■ **Extracted material**
++++
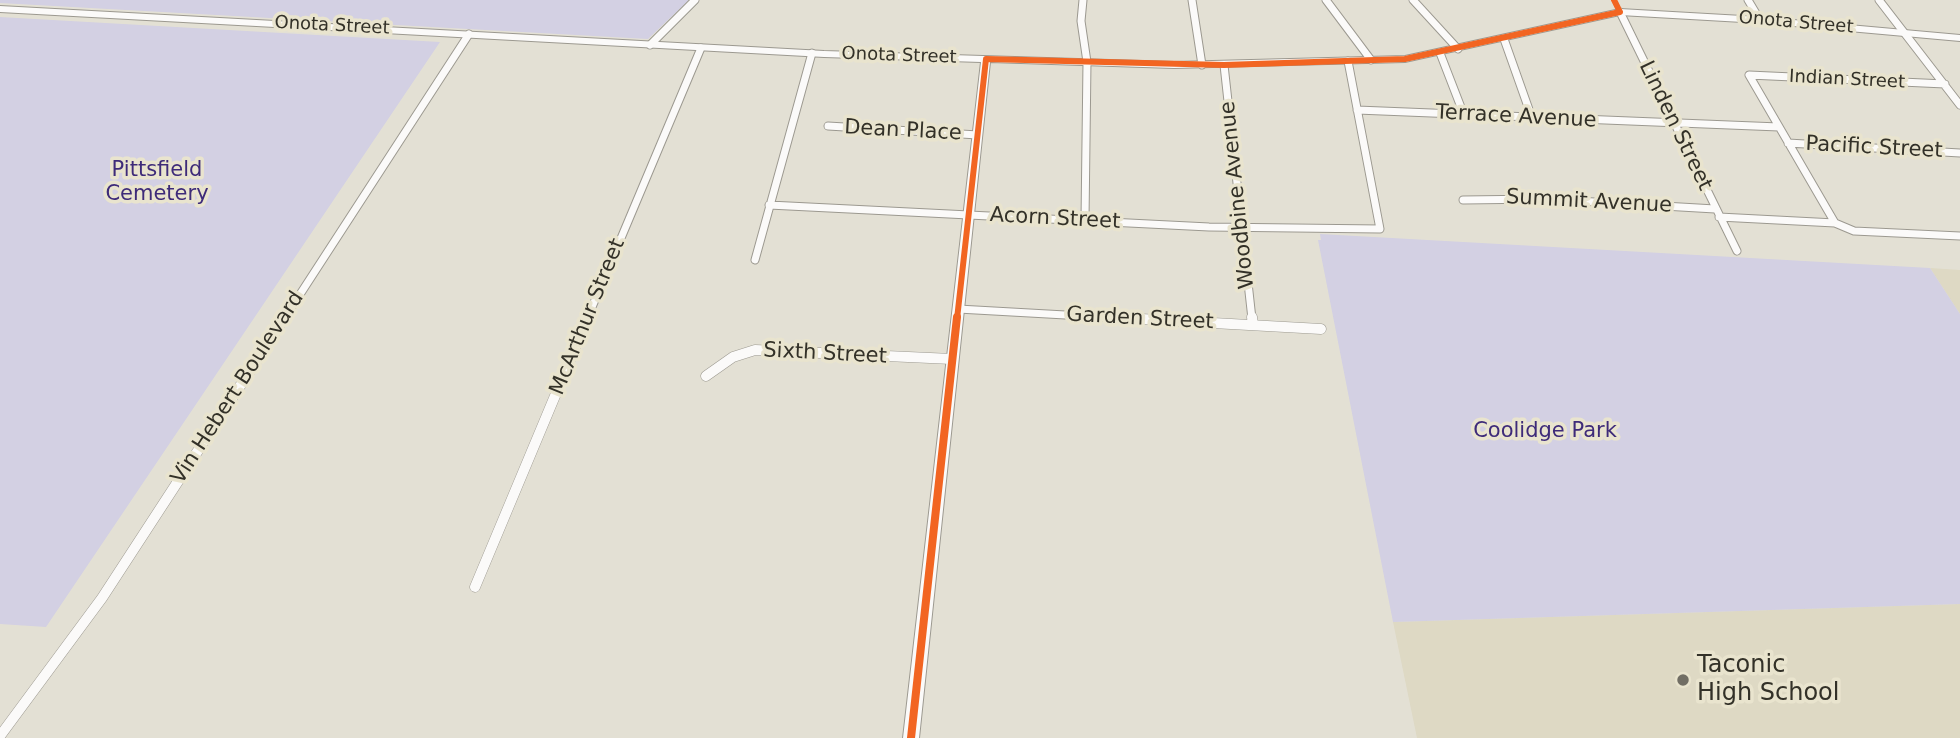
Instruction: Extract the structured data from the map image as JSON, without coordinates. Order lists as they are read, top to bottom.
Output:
{
  "streets": {
    "street": [
      "Onota Street",
      "Indian Street",
      "Terrace Avenue",
      "Linden Street",
      "Dean Place",
      "Pacific Street",
      "Woodbine Avenue",
      "Summit Avenue",
      "Acorn Street",
      "McArthur Street",
      "Garden Street",
      "Sixth Street",
      "Vin Hebert Boulevard"
    ]
  },
  "crossings": [
    ["Onota Street", "Linden Street"],
    ["Onota Street", "Woodbine Avenue"],
    ["Onota Street", "McArthur Street"],
    ["Onota Street", "Vin Hebert Boulevard"],
    ["Terrace Avenue", "Linden Street"],
    ["Terrace Avenue", "Acorn Street"],
    ["Linden Street", "Summit Avenue"],
    ["Woodbine Avenue", "Acorn Street"],
    ["Woodbine Avenue", "Garden Street"]
  ],
  "parks": ["Pittsfield Cemetery", "Coolidge Park"],
  "places": ["Taconic High School"]
}
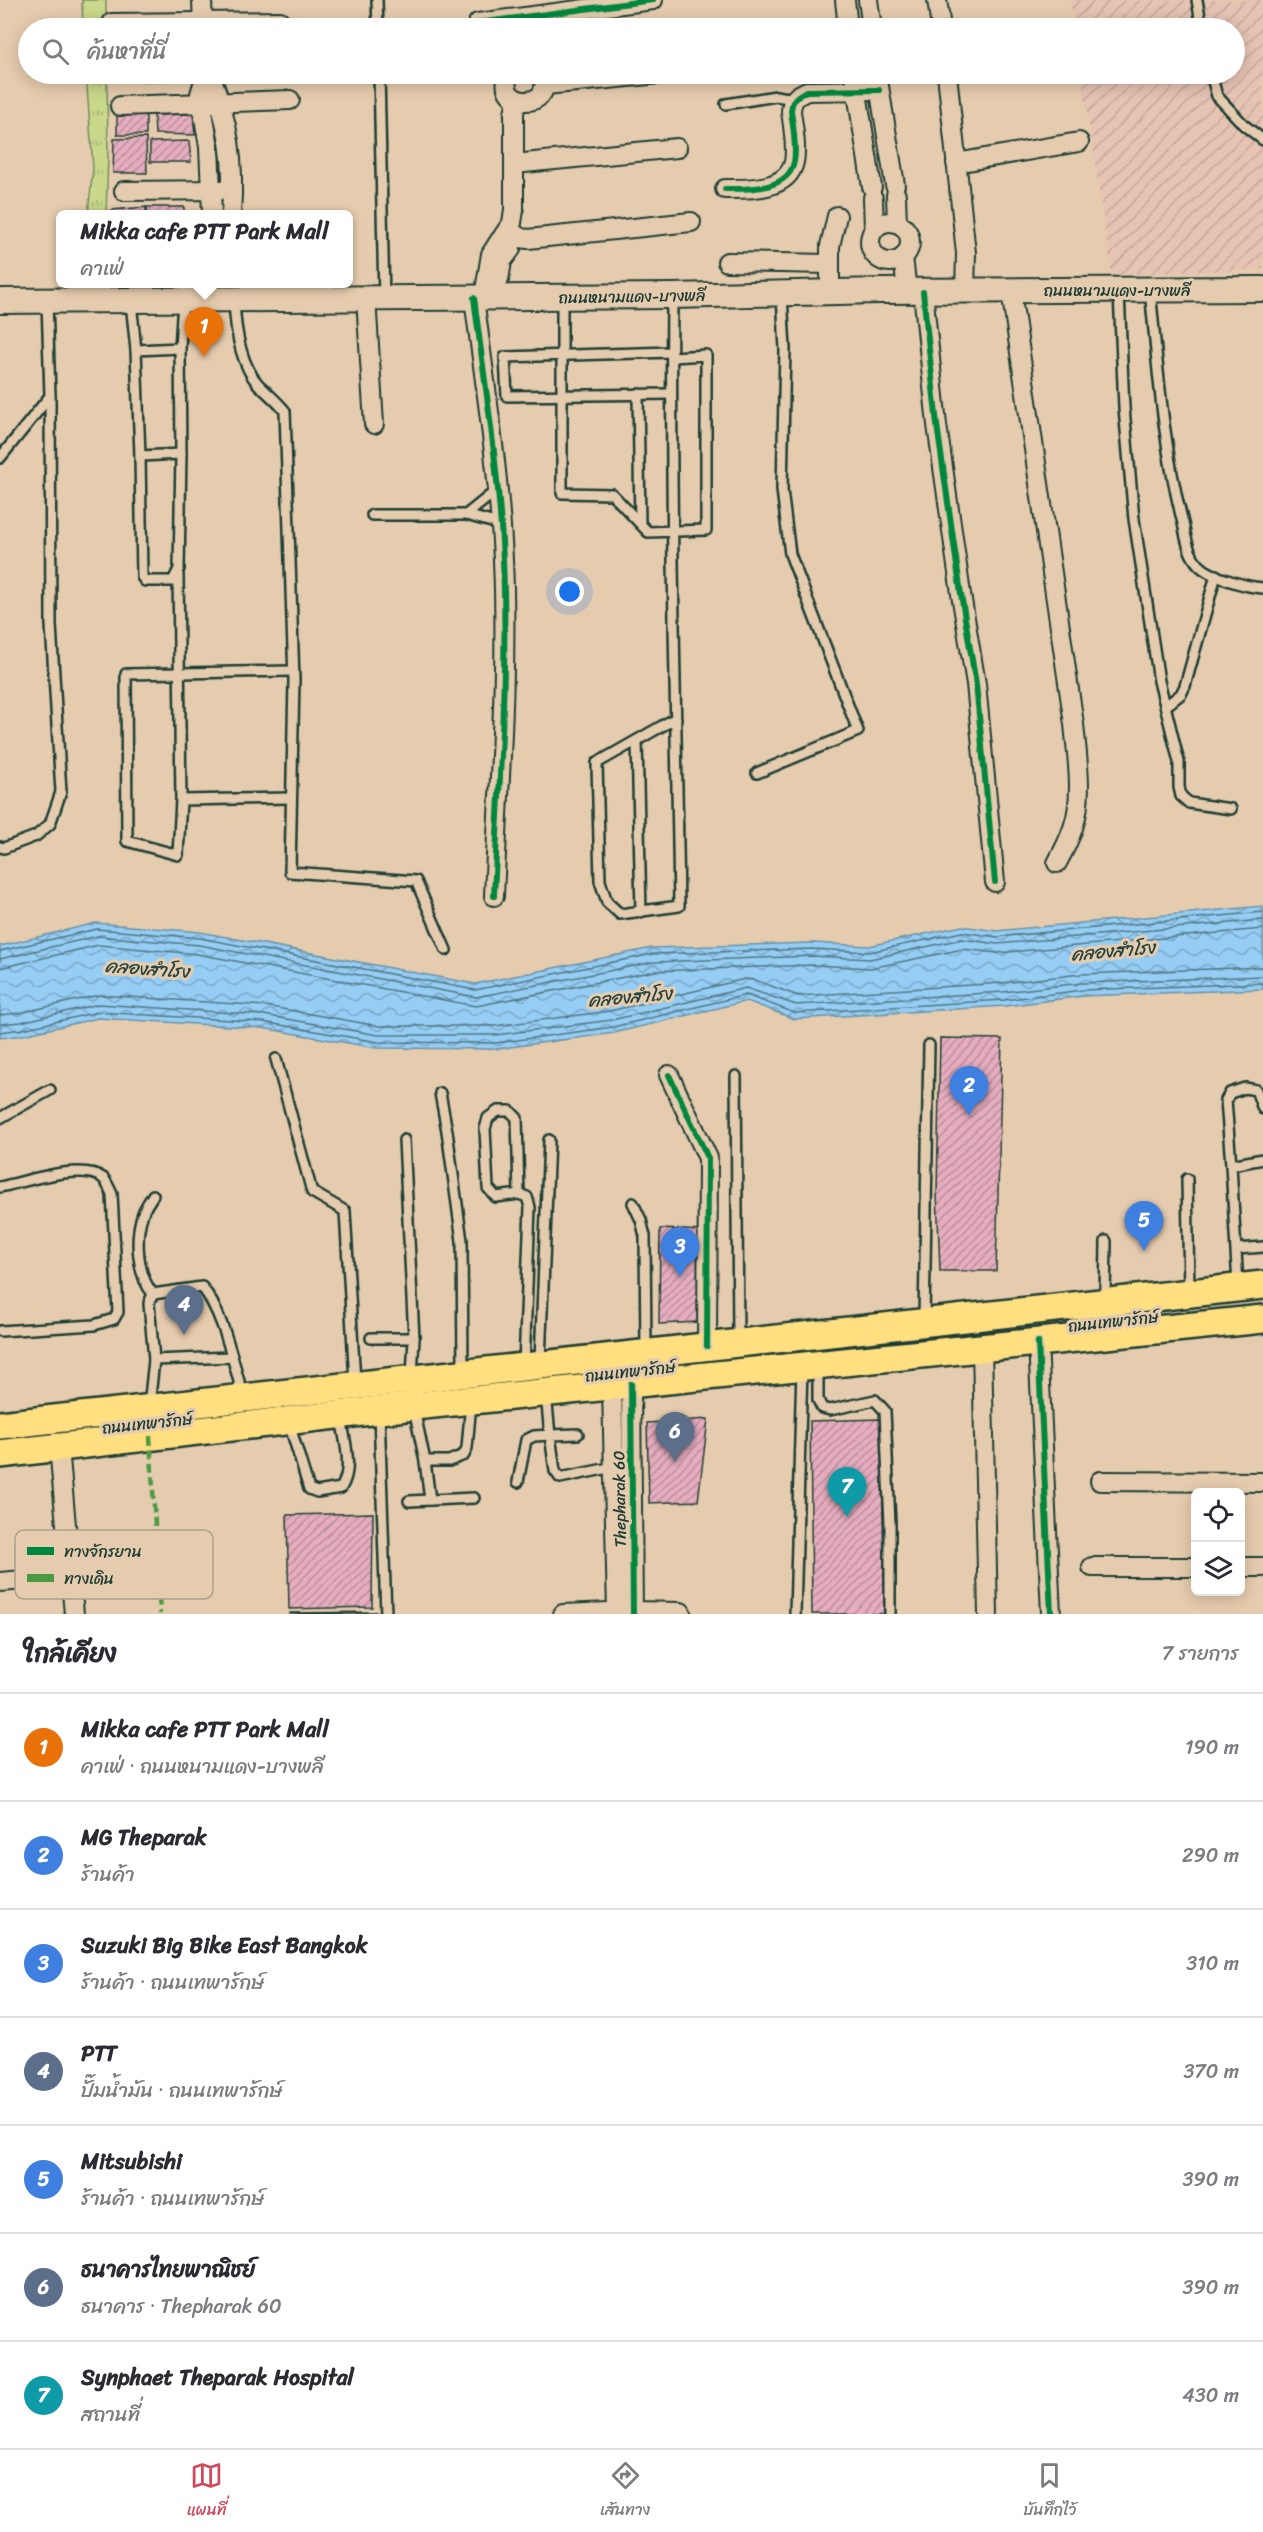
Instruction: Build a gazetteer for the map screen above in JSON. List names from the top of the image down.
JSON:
{
  "streets": {
    "main road": ["ถนนหนามแดง-บางพลี", "ถนนเทพารักษ์"],
    "street": ["Thepharak 60"]
  },
  "crossings": [
    ["ถนนเทพารักษ์", "Thepharak 60"]
  ],
  "water": ["คลองสำโรง"],
  "legend": ["ทางจักรยาน", "ทางเดิน"],
  "page": {
    "search": "ค้นหาที่นี่",
    "popup": ["Mikka cafe PTT Park Mall", "คาเฟ่"],
    "pins": [
      "1",
      "2",
      "5",
      "3",
      "4",
      "6",
      "7"
    ],
    "heading": ["ใกล้เคียง", "7 รายการ"],
    "list": [
      {
        "mark": "1",
        "name": "Mikka cafe PTT Park Mall",
        "note": "คาเฟ่ · ถนนหนามแดง-บางพลี",
        "value": "190 m"
      },
      {
        "mark": "2",
        "name": "MG Theparak",
        "note": "ร้านค้า",
        "value": "290 m"
      },
      {
        "mark": "3",
        "name": "Suzuki Big Bike East Bangkok",
        "note": "ร้านค้า · ถนนเทพารักษ์",
        "value": "310 m"
      },
      {
        "mark": "4",
        "name": "PTT",
        "note": "ปั๊มน้ำมัน · ถนนเทพารักษ์",
        "value": "370 m"
      },
      {
        "mark": "5",
        "name": "Mitsubishi",
        "note": "ร้านค้า · ถนนเทพารักษ์",
        "value": "390 m"
      },
      {
        "mark": "6",
        "name": "ธนาคารไทยพาณิชย์",
        "note": "ธนาคาร · Thepharak 60",
        "value": "390 m"
      },
      {
        "mark": "7",
        "name": "Synphaet Theparak Hospital",
        "note": "สถานที่",
        "value": "430 m"
      }
    ],
    "nav": ["แผนที่", "เส้นทาง", "บันทึกไว้"]
  }
}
++++
■ **Instructions to follow**
Scan the records above for the word "Summit". Show each line in which it appears.

■ **Result of the exercise**
      "Summit Avenue",
    ["Linden Street", "Summit Avenue"],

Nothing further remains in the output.